I don’t know about you, but I adore mushrooms. Mushrooms in a salad, mushrooms stuffed to the point of bursting, mushrooms in soups and sauces and grilled cheese sandwiches. One of my favorite sandwiches every has to be kiddo’s Over the Top Gourmet Grilled Cheese Sandwich. Who can argue with a golden grilled sandwich packed full of tomatoes, cheeses and earthy mushrooms? Did you know that mushrooms are a great source of vitamin D? Let’s face it, most of us could use a little more Vitamin D in our diets. The greatest source of Vitamin D is sunshine, yet many of us spend our days locked away in a cubical world under artificial light day after day. If you can’t get outdoors, then eat more mushrooms.

It was this desire to embrace more mushrooms that brought about what should have been a knock ‘em dead pasta dish. It had all the right ingredients. There were lots of mushrooms all swimming about in a luscious cream sauce. This should have been awesome.

I wish I could sing the praises of this dish. There are no notes as to its origins. It was just one of those hand-written collections I’ve managed to pick up over the years. Reading through the recipe, it seemed just fine. Everything made sense and sounded delicious – on paper. While the early flavors of the mushrooms were perfect, the sauce itself lacked any true depth.

Here are my thoughts as to how to bring more to the plate. Add fresh baby spinach and ribbons of fresh basil for a little herbal sweetness. Throw the leaves in just at the end, with a quick twirl and let them wilt off-heat.

Color – the sauce is too one-dimensional in color. Perhaps a handful of roasted cherry tomatoes will bring a splash of color and a little hint of acidity. Yet we need more. Artichokes? Asparagus? I cannot put my finger of just what was missing. All I know is that something is missing in a big way.

In any case, it’s back to the drawing board with this one. If you’d like to join in and play around, that would be great! Here’s the recipe in its current state of evolution . . .

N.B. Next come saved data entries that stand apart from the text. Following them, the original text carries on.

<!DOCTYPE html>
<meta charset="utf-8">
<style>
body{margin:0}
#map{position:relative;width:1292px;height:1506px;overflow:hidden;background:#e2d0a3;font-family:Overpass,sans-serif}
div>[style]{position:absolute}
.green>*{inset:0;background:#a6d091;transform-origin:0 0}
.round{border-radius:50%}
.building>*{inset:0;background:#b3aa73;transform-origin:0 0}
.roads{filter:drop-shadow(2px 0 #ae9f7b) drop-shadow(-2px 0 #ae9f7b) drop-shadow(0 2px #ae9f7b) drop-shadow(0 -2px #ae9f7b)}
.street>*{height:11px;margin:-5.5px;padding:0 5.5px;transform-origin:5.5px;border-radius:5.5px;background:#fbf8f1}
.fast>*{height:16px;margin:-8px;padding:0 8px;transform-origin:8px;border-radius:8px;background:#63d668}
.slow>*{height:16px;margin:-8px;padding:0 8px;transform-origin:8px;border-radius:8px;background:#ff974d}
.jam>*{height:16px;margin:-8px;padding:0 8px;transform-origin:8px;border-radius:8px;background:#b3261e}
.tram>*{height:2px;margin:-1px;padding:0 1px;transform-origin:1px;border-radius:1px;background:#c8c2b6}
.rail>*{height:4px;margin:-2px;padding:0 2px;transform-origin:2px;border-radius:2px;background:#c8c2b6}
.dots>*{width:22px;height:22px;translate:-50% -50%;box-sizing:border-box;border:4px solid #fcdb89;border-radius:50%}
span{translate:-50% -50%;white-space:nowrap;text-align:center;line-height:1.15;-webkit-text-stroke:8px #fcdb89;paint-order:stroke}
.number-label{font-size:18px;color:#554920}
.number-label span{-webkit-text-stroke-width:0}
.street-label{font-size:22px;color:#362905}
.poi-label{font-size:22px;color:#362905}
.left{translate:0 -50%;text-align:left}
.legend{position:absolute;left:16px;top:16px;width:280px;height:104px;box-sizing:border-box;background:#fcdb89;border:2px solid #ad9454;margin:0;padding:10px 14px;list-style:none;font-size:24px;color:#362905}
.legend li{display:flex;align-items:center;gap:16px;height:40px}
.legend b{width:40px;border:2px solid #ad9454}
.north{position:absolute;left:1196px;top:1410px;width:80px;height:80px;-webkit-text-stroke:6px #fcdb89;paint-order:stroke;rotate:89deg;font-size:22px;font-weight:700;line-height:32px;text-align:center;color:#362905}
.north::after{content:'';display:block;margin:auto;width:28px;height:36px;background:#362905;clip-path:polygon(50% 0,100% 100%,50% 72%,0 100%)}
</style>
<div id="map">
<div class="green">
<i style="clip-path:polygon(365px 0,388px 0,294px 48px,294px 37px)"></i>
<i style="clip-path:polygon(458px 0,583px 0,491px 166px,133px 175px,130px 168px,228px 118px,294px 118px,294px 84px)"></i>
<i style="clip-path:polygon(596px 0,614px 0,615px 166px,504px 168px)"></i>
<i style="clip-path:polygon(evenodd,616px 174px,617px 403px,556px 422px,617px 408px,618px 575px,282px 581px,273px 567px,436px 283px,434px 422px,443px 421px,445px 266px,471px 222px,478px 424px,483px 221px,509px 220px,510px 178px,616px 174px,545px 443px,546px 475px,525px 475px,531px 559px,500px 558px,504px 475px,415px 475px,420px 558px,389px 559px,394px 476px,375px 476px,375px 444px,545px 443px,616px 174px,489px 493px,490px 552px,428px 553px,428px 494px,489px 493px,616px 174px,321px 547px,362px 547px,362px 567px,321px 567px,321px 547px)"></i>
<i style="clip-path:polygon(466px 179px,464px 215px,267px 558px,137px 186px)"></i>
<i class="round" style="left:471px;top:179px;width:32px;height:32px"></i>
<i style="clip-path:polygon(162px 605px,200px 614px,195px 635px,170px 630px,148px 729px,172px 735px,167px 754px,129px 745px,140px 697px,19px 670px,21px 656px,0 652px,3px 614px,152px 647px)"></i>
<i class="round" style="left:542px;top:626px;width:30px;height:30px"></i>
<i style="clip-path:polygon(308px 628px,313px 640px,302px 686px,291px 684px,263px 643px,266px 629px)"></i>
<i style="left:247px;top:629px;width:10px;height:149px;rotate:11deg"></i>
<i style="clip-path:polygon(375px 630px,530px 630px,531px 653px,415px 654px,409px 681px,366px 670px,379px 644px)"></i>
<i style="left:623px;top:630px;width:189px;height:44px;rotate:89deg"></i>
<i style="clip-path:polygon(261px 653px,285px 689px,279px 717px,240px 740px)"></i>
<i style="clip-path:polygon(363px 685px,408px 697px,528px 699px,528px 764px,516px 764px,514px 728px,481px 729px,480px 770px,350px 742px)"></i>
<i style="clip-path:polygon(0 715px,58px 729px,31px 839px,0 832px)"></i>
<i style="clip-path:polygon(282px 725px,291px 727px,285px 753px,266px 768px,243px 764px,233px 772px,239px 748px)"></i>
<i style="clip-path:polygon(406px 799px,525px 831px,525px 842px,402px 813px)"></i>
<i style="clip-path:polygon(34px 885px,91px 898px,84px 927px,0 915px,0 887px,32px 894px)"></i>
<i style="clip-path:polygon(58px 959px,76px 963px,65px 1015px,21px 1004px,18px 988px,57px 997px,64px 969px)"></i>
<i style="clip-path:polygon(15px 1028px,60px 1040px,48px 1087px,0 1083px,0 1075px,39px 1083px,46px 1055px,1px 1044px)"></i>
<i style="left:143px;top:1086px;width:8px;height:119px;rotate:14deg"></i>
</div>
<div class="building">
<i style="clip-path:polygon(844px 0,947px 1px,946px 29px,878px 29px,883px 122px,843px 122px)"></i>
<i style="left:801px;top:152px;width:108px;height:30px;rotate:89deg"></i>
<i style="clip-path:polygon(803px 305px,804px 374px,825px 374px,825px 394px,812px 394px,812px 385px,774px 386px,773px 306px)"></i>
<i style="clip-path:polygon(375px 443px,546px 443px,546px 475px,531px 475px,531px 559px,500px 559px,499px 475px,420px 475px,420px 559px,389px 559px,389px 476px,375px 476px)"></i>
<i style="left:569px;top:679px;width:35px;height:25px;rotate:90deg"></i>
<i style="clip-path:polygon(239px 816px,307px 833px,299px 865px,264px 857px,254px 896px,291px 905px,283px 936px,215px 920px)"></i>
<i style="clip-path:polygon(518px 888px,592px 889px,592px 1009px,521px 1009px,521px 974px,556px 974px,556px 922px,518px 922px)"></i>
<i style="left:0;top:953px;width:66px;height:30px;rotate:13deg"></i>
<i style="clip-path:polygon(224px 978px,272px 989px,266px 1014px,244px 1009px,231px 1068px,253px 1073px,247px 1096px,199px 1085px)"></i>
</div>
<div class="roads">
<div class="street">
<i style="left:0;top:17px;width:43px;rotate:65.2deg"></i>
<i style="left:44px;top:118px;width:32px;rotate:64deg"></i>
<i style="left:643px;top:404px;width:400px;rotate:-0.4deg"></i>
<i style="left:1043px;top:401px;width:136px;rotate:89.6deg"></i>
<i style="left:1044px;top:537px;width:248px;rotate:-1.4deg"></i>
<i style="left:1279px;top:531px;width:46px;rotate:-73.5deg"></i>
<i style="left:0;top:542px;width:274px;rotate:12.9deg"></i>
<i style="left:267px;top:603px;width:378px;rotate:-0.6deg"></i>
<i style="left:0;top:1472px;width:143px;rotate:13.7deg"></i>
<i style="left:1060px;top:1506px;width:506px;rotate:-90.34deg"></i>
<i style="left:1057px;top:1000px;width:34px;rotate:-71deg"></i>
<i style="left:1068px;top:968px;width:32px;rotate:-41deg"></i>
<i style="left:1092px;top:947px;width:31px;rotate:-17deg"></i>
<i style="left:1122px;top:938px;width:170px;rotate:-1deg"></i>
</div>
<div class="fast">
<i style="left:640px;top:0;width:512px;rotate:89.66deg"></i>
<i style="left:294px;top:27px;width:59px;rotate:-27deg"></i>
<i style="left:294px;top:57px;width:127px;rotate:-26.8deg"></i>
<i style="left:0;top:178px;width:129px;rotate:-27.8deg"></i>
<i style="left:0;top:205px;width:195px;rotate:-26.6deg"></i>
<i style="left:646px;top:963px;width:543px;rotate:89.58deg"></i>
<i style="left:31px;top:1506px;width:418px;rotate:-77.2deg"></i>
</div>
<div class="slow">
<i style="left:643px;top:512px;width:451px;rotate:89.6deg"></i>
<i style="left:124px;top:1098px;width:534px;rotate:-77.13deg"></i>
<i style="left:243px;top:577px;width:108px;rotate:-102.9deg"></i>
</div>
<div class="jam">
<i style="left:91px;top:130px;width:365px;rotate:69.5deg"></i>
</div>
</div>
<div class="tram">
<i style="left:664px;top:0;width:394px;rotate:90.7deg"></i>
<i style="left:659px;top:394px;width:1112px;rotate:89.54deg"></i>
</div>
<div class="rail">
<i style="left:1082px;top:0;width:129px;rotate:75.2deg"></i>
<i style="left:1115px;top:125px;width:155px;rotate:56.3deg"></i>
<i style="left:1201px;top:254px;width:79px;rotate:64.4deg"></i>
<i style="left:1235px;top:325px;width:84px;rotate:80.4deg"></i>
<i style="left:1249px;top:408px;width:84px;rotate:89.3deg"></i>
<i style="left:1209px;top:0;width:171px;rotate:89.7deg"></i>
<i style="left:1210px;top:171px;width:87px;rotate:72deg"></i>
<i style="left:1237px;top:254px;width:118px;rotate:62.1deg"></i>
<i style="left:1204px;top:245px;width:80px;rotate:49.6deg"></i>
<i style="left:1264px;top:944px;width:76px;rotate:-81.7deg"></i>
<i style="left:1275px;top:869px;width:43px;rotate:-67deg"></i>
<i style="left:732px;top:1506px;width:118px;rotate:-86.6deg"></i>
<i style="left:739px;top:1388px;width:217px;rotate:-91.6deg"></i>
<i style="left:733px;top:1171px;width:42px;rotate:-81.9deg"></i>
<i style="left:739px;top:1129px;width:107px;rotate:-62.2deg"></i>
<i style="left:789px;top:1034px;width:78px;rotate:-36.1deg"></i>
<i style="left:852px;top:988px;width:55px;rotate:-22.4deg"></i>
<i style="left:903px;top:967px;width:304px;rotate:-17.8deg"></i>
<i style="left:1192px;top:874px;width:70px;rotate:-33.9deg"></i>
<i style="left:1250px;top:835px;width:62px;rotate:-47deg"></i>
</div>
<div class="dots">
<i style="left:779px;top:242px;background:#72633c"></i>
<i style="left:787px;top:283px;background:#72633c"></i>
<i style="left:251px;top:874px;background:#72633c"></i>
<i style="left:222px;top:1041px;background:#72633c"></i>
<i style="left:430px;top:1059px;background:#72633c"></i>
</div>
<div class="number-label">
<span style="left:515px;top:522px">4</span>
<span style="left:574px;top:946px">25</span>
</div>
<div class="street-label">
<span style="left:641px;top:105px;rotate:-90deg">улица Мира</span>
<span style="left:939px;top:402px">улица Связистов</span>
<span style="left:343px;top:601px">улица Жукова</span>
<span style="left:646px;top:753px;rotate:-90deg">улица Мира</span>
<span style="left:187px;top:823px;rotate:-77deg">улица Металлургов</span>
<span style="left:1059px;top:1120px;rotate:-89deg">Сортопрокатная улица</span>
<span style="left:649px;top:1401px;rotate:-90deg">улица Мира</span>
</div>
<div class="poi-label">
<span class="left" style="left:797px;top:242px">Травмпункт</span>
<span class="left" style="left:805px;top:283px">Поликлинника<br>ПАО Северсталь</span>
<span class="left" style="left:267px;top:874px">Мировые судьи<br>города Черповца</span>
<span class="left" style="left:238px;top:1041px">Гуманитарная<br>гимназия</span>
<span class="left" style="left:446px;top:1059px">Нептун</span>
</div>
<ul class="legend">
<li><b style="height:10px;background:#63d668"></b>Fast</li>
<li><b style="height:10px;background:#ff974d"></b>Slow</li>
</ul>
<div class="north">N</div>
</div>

Butterfly Pasta with Sautéed Mushrooms
4 Tablespoons unsalted Butter
2 Tablespoons Olive Oil
1 Red onion, chopped fine
1 lb Shiitake Mushrooms, stemmed and sliced ¼-inch thick
1 lb Cremini Mushrooms, trimmed and sliced ¼-inch thick
Salt & Pepper
5 Garlic Cloves, minced
4 ½ Teaspoons Fresh Thyme, minced
2 Cups Chicken broth
¾ Cup Heavy Cream
4 ½ Teaspoons Lemon Juice
1 ½ lbs Farfalle (Bow-tie) Pasta
1 ½ Cups Parmesan Cheese, grated
Parsley for garnish

Bring a large pot of well-salted water to a full boil. Maintain boil until ready to use.

Chop onion, mushrooms and garlic. Set aside until ready to use.

Heat butter and oil in a skillet over medium heat until butter is melted. Add onions and cook until softened, about 5 minutes.

Stir in Shiitakes, Cremini and ½ teaspoon salt, cover and cook until mushrooms have released their liquid, about 8 minutes. Uncover and continue to cook until mushrooms are dry and browned, about 8 minutes longer.

Meanwhile, add pasta to boiling water and cook stirring often, until al dente, about 10-12 minutes. Reserve 1 cup cooking water, then drain pasta and return to pot.

Stir in garlic and thyme. Cook until fragrant, about 30 seconds. Transfer to bowl and cover to keep warm.

To the now-empty skillet, add broth and cream. Bring to a simmer, scraping up browned bits. Off heat, stir in lemon juice; season with salt and pepper to taste.

Return mushrooms to cream sauce. Add Parmesan and stir until Parmesan has incorporated to the mushroom-cream sauce.

Return pan to low heat. Add pasta, toss to coat and combine. Heat gently until everything is bubbly and warm. Garnish with parsley and serve.